Данная Чуковским с самого начала рабочая формулировка ЭЯ как художественного стилевого явления указывает на необходимость систематического исследования его в рамках стилистики:

(ЭЯ есть) стилеобразующий элемент его (Некрасова) творчества, который определился не столько системой его эстетических воззрений и вкусов, сколько теми условиями цензурного гнета, в которых ему, как и всем литераторам революционного лагеря, приходилось общаться с читателями121.

Мы можем только предполагать, почему Чуковский не предпринял основательного исследования стиля, образованного этим элементом, и сожалеть о том, что он ограничился хотя и проницательными, но беглыми заметками. Возможно, он не развил тему, потому что сам в своем литературном творчестве активно пользовался той же системой (см. VI.1 и VI.2).


9. Книжка Л. Я. Паклиной «Искусство иносказательной речи. Эзоповское слово в художественной литературе и публицистике», очевидно, является единственным отдельным изданием, посвященным ЭЯ122. Несмотря на генеральный характер названия, это всего лишь брошюра, составленная из трех статей, из которых две первые посвящены журналу «Отечественные записки», а третья, «Художественно-выточенная правда. Из наблюдений над эзоповской речью В. И. Ленина», хотя и дает несколько примеров политического эзоповского кода, в целом едва ли относится к рассматриваемой нами эстетической проблеме.

Наиболее интересна в книге Паклиной сама постановка вопроса, которую она рассматривает как троякую:

А. понять художественные ресурсы ЭЯ,

В. определить специфику ЭЯ,

С. проследить историко-литературный генезис ЭЯ.

Равно многообещающим является и высказанное автором намерение сделать основной упор на вопросах поэтики:

…расшифровка эзоповского образа – это не указание на факт действительности, давший повод для иносказания, а интерпретация бытия этого факта в художественном мире писателя123.

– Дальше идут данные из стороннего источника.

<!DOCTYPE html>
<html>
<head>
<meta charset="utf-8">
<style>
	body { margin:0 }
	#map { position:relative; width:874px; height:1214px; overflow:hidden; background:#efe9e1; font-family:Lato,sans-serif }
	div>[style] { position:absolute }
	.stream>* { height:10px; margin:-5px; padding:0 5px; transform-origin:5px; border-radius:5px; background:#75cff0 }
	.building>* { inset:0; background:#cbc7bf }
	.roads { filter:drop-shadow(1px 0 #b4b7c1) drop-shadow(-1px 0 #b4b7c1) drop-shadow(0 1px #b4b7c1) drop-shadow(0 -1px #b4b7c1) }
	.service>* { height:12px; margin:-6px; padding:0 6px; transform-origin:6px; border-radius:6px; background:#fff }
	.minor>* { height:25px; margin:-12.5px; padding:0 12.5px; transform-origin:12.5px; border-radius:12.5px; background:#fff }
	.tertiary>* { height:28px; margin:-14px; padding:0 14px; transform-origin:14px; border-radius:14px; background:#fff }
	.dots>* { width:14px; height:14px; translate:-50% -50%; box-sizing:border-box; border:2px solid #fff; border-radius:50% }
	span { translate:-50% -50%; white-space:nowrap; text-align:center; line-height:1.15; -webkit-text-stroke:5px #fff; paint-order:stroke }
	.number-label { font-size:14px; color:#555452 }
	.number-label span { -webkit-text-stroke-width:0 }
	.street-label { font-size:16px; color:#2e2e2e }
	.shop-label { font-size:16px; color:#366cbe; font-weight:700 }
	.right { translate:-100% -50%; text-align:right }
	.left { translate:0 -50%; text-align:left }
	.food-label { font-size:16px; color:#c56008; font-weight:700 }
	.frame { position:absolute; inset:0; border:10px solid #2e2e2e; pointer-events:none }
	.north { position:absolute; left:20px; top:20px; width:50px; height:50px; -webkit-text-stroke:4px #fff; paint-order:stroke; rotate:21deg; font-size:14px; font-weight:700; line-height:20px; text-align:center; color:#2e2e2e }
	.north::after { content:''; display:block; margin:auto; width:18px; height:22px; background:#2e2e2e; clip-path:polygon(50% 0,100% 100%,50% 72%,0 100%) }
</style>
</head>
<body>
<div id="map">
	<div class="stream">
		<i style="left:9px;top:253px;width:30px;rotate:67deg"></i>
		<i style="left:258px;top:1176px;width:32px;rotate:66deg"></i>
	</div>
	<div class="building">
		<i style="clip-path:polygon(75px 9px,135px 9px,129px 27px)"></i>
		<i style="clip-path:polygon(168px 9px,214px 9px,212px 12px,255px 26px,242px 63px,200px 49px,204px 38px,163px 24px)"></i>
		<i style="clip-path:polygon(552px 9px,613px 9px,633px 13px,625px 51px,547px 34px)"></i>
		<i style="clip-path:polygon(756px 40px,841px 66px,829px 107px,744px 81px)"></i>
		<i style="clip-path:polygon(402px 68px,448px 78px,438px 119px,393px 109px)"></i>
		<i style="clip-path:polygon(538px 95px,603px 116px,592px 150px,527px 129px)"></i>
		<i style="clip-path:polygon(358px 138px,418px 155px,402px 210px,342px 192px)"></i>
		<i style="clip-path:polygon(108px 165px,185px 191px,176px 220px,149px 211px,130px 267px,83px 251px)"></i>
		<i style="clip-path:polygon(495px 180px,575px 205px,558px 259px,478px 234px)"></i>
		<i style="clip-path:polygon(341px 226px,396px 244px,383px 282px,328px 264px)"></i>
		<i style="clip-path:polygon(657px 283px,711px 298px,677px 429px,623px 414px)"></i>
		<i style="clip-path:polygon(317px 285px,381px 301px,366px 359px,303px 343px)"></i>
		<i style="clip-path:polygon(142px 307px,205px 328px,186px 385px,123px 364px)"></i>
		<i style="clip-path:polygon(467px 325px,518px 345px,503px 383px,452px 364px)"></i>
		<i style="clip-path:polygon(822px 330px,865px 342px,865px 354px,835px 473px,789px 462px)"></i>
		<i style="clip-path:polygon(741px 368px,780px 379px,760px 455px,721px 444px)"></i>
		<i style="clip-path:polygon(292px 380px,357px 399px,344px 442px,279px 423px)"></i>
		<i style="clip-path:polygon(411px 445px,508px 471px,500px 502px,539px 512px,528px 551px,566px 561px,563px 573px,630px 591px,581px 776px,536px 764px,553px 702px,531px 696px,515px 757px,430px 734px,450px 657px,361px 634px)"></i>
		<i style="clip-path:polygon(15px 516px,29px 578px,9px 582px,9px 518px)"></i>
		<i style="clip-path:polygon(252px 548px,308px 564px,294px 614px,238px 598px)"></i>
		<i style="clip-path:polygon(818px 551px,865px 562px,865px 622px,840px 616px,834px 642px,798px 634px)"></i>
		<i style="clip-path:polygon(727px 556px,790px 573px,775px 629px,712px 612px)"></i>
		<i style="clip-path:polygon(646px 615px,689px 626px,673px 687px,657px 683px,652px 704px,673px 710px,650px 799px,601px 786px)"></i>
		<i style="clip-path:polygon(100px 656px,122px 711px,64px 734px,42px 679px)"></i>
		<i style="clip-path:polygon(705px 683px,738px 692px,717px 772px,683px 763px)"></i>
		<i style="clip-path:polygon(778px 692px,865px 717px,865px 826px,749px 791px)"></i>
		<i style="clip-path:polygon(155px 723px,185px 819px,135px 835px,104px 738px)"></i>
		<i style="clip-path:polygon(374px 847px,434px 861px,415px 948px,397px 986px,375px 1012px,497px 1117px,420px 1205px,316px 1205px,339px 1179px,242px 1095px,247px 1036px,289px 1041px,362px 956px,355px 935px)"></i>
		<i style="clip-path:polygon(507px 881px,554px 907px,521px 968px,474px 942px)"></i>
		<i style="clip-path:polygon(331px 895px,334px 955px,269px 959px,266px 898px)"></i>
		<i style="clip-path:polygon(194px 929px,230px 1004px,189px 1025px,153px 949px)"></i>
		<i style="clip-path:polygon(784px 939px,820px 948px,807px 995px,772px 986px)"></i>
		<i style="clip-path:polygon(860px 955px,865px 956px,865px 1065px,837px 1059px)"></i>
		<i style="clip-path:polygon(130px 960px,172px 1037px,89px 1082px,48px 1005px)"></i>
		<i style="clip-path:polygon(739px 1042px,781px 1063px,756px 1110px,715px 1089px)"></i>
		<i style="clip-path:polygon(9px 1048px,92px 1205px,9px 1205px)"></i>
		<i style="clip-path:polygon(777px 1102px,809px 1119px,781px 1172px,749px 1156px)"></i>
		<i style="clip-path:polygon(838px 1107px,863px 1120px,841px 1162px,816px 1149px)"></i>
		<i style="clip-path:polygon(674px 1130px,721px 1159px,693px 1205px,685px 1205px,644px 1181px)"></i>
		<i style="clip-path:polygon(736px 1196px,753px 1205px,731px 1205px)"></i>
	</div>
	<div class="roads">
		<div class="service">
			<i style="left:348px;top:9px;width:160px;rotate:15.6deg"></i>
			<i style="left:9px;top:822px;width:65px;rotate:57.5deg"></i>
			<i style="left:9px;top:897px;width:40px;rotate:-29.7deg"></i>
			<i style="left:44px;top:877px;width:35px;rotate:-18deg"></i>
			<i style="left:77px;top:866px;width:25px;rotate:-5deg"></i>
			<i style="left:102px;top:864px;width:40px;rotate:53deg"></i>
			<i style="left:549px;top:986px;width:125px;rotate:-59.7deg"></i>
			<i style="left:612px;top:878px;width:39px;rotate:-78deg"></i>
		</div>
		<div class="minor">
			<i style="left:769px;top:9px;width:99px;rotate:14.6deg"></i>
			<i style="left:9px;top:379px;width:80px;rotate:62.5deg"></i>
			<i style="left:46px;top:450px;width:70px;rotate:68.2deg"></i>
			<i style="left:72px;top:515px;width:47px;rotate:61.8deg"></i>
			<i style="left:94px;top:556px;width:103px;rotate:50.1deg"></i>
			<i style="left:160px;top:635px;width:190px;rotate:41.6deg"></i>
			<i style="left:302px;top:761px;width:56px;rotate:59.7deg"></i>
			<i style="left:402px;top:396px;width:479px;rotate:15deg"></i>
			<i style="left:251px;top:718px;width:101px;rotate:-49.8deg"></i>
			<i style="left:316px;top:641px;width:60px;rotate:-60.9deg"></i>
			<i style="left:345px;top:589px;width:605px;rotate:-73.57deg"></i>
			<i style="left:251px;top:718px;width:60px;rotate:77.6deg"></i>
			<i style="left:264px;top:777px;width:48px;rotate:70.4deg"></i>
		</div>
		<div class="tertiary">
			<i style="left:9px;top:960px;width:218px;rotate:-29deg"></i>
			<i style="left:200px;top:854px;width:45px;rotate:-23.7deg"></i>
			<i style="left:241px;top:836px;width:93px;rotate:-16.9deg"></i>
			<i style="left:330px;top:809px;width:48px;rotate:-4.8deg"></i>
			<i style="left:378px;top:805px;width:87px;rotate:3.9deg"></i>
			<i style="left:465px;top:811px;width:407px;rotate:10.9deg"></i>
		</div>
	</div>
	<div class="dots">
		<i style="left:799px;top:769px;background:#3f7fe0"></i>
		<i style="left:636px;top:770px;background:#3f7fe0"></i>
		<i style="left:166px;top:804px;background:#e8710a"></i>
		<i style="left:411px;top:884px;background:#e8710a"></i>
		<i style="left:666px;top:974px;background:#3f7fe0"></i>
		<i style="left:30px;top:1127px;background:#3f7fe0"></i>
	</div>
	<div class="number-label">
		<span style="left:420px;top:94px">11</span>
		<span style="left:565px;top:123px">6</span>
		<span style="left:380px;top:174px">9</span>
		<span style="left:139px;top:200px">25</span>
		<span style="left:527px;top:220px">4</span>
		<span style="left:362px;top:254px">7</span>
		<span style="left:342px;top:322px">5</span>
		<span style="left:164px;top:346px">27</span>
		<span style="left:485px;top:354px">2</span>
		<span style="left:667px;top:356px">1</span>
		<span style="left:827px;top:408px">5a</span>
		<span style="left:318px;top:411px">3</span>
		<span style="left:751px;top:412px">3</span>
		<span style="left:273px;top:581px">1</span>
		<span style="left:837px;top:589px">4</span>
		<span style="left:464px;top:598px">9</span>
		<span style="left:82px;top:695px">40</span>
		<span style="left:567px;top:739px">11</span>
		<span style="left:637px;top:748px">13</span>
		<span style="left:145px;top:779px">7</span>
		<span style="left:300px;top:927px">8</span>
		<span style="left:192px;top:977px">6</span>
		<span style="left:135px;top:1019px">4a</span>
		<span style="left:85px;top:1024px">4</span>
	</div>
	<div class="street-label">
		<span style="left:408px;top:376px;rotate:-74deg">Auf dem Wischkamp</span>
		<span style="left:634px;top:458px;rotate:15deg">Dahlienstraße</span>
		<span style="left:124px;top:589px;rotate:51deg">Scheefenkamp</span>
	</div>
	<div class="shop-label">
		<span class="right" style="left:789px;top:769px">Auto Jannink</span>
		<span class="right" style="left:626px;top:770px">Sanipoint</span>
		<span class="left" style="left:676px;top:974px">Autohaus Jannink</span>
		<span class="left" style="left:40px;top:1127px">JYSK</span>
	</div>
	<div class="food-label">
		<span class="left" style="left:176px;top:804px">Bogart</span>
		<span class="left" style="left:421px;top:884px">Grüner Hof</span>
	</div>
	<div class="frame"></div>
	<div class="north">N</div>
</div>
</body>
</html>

Это очень верно сказано. Жаль, что автору пришлось ограничиться лишь подбором (из «Отечественных записок») иллюстраций к поэтическим приемам, уже описанным Чуковским и Ефимовым.


10. Приблизительно такого же подхода придерживается Б. И. Лазерсон в серии статей, посвященных ЭЯ у Чернышевского. Правда, внутренняя структура эзоповских приемов у нее проанализирована тщательнее, чем у Паклиной, в особенности в статье «Ирония в публицистике Чернышевского»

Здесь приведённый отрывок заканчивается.